Let me give you two examples:

1. Let's say a philosopher believes that promoting certain beliefs (e.g., Nagel's views, or Christianity) is immoral, and that those who have those views ought to shut up (because not shutting up is promoting those beliefs, which is immoral). Do you think the person who believes that ought to shut up? Or do you think she's not doing anything immoral by promoting the belief that those who promote Christianity or Nagel's views ought to shut up?

2. Do you think a moral error theorist is not doing anything wrong by promoting a moral error theory? Shouldn't he shut up?

Victor Reppert said...

While there are plenty of people whom I would like to see shut up, I have to recognize that my position with respect to the marketplace of ideas also has to be defended in the marketplace of ideas. However, I think they can. What the alternative is going to be is not the end of the end of any of the relevant positions, but rather the fragmentation of the intellectual community, people who are marginalized in the larger community will form smaller communities where their views will be accepted.

I don't think that positions can be pushed into oblivion by the harshness of polemics against them. Ideas become marginalized when leading intellectuals lose interest in defending them.

Angra Mainyu said...

I was asking was whether you think they have a moral obligation to shut up (so, they ought to shut up, in the moral sense of "ought"), not whether you think that those positions could be pushed into oblivion by the harshness of the polemics against them.
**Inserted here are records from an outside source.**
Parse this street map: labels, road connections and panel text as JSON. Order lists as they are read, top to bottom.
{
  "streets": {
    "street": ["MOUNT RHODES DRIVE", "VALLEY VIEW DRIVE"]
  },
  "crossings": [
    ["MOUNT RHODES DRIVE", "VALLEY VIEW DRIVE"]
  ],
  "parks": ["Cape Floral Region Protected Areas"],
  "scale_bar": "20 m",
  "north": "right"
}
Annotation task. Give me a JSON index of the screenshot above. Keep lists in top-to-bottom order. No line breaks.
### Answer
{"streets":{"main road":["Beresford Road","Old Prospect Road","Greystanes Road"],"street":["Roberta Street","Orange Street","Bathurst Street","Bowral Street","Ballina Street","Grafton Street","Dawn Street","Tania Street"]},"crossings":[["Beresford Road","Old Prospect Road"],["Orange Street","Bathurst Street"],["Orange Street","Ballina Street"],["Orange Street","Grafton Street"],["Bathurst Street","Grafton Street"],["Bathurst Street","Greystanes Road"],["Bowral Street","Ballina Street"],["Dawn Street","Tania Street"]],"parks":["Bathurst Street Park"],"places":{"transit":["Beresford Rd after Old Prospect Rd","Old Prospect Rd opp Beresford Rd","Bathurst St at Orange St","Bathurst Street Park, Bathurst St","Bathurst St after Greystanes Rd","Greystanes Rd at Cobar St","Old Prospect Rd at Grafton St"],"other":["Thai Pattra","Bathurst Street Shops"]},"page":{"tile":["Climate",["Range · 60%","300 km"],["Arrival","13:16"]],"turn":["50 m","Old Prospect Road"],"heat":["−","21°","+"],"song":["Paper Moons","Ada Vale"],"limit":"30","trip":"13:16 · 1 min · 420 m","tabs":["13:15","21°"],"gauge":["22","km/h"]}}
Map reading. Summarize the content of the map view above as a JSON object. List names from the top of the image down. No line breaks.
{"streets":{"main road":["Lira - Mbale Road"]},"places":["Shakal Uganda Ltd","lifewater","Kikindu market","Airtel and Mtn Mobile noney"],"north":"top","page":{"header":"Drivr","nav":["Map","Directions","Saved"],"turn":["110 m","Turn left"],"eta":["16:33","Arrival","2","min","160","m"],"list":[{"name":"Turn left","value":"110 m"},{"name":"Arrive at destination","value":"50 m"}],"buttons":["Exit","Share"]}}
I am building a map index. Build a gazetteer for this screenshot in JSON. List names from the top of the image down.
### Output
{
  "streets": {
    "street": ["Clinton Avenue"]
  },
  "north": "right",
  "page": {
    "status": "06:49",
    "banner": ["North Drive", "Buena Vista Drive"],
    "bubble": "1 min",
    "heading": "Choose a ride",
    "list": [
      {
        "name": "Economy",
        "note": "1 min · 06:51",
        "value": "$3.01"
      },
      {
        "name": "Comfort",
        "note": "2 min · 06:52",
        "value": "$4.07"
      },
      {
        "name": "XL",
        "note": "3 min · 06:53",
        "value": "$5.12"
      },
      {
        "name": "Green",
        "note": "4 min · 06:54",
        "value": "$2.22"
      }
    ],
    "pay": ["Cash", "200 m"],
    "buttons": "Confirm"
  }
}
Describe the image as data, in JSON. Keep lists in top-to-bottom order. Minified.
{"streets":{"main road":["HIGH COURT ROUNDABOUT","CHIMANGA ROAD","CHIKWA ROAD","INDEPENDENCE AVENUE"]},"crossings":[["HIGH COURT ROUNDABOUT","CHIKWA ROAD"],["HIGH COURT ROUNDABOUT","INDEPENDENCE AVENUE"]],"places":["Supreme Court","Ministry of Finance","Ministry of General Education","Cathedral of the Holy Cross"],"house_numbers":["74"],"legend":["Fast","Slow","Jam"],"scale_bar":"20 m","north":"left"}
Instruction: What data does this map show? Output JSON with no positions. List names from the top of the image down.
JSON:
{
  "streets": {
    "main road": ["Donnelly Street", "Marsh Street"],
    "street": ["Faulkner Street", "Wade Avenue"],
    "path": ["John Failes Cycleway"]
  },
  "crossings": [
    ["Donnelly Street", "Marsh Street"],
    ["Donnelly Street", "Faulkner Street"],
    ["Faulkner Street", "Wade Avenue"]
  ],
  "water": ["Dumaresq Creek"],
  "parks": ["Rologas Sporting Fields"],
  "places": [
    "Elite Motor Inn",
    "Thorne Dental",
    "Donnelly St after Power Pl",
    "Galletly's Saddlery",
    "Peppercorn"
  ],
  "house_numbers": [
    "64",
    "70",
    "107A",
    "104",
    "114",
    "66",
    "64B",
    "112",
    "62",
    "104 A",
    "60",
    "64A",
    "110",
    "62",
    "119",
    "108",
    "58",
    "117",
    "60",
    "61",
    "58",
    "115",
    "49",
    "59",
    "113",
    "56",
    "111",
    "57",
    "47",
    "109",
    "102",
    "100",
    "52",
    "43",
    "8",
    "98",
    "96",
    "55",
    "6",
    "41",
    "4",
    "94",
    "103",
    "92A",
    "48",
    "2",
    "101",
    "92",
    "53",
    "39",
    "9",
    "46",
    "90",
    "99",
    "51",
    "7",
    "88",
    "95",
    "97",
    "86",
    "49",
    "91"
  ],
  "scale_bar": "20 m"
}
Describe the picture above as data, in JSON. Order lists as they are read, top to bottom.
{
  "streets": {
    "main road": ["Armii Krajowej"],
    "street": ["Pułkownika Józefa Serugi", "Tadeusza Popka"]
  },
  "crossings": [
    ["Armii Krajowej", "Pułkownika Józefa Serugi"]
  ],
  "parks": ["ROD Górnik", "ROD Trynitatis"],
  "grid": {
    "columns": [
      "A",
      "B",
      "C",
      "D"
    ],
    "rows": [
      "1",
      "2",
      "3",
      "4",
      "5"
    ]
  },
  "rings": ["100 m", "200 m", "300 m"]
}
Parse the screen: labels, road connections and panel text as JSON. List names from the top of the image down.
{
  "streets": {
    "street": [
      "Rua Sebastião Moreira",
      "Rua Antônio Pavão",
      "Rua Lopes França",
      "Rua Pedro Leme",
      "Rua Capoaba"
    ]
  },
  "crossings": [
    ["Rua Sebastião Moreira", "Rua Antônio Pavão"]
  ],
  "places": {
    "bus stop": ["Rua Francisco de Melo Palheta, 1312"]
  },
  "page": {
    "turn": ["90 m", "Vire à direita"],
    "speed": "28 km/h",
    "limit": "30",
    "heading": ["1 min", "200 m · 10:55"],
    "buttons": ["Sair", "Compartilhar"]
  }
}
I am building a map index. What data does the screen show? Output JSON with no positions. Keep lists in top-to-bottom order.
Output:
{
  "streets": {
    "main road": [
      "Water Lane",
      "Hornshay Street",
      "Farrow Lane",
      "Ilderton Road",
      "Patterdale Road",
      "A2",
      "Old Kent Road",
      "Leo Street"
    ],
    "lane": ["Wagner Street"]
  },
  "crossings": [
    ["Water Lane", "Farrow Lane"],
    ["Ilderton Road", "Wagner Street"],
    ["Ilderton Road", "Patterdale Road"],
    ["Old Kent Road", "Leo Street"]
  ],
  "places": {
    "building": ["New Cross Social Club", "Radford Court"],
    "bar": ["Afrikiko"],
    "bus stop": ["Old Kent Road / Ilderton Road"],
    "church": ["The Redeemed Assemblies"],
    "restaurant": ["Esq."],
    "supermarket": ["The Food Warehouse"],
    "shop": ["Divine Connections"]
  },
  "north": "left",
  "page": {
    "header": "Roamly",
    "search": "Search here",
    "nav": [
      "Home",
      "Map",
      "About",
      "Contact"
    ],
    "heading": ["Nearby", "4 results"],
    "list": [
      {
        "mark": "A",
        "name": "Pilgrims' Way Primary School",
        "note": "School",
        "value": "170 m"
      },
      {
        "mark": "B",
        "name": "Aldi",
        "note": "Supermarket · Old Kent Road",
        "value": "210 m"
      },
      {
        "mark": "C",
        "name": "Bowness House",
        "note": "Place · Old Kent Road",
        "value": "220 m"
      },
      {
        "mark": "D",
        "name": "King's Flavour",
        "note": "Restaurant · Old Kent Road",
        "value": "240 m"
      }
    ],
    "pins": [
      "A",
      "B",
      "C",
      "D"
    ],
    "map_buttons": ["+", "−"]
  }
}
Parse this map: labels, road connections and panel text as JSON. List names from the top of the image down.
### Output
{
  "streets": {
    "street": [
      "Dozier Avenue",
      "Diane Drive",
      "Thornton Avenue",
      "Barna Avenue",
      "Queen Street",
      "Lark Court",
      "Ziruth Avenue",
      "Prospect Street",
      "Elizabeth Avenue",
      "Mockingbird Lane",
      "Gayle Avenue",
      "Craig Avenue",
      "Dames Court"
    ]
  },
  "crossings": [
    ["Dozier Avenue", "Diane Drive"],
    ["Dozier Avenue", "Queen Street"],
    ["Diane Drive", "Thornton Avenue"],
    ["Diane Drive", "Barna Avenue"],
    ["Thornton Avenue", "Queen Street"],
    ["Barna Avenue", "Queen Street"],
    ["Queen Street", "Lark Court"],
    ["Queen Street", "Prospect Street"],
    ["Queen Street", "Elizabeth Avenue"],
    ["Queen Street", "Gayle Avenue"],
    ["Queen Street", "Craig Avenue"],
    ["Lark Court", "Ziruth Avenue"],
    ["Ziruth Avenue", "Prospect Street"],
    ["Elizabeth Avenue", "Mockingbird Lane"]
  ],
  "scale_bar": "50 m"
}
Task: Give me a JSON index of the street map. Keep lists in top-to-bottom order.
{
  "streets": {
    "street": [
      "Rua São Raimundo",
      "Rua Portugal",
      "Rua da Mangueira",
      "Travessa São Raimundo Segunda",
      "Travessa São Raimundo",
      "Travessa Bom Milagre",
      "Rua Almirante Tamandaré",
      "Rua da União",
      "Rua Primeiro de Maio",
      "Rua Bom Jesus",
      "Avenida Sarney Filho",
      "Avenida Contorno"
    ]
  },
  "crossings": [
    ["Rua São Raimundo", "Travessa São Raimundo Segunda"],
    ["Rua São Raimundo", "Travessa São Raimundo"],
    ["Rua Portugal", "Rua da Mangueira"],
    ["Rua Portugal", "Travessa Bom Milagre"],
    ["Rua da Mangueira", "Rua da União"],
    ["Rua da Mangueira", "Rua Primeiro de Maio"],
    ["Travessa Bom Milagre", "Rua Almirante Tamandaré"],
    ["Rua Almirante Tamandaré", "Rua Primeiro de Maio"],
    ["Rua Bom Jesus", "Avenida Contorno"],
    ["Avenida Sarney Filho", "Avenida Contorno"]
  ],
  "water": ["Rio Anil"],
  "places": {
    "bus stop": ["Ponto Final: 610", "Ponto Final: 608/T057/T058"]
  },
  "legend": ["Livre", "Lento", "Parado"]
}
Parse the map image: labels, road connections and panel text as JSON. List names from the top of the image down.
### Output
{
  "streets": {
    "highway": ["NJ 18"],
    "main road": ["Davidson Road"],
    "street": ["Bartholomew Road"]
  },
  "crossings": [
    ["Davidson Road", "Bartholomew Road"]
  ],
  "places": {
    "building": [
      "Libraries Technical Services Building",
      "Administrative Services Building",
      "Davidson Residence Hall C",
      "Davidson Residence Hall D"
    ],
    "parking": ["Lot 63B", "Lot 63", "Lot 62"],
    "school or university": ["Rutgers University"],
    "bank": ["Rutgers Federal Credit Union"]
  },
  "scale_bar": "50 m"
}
That aside, I tend to agree that harsh polemics will usually not end a position, but on the other hand, I don't think public debate will end many, either. Any non-contradictory position (at least) can be defended with sophisticated arguments, even if the defenses involve epistemic irrationality. Public debate can reduce the incidence of some views, but usually that's about that. Purely for example, there are plenty of religious views incompatible with each other. Some of them are centuries old, and they keep going.

I do think that debating is generally better than trying to force people to shut up by means of social shaming and similar methods - it's better for social peace -, but that's not to say I don't think some (many) people ought to refrain from promoting certain beliefs.

Victor Reppert said...

I take it these people think that their positions are true and defensible, and if you persuaded them that they were neither defensible nor true they would stop defending them.

In one sense, if I argue for something, my goal is to show you that I am right, which means that you won't keep defending the position you are now defending if it opposes mine.

But is there something over and above this that you are saying?

Angra Mainyu said...

These people think that their positions are true and defensible (well, they are defensible by sophisticated arguments in the sense pretty much everything is (even, say, Moon landing conspiracy theories), but it's epistemically irrational to hold them), and if one persuaded them that they were neither rational nor true they would stop defending them. But I think the goal of persuading a sophisticated opponent who publicly promotes another position would be unrealistic in most cases, at least when the positions are very important to them (maybe not secondary points); perhaps, a more realistic another goal would be to show some third parties that the position that one's opponents are defending is false or at least unwarranted - though the matter has to be decided on a case by case basis.

But I was getting at is that regardless of that, I hold they have a moral obligation not to promote those views, in many cases (i.e., they're doing something wrong by promoting those views). Which is not to say that if I engage them in a debate, I'm likely to bring that up and make moral judgments about their promotion of their views, but I might depending on the case (e.g., if they pass negative judgments themselves (e.g., against me, or against third parties) for promoting our views, etc.).

Do you think otherwise? In other words, do you think that whenever A thinks that belief X is true and rational to hold, it's not morally wrong for A to promote belief X?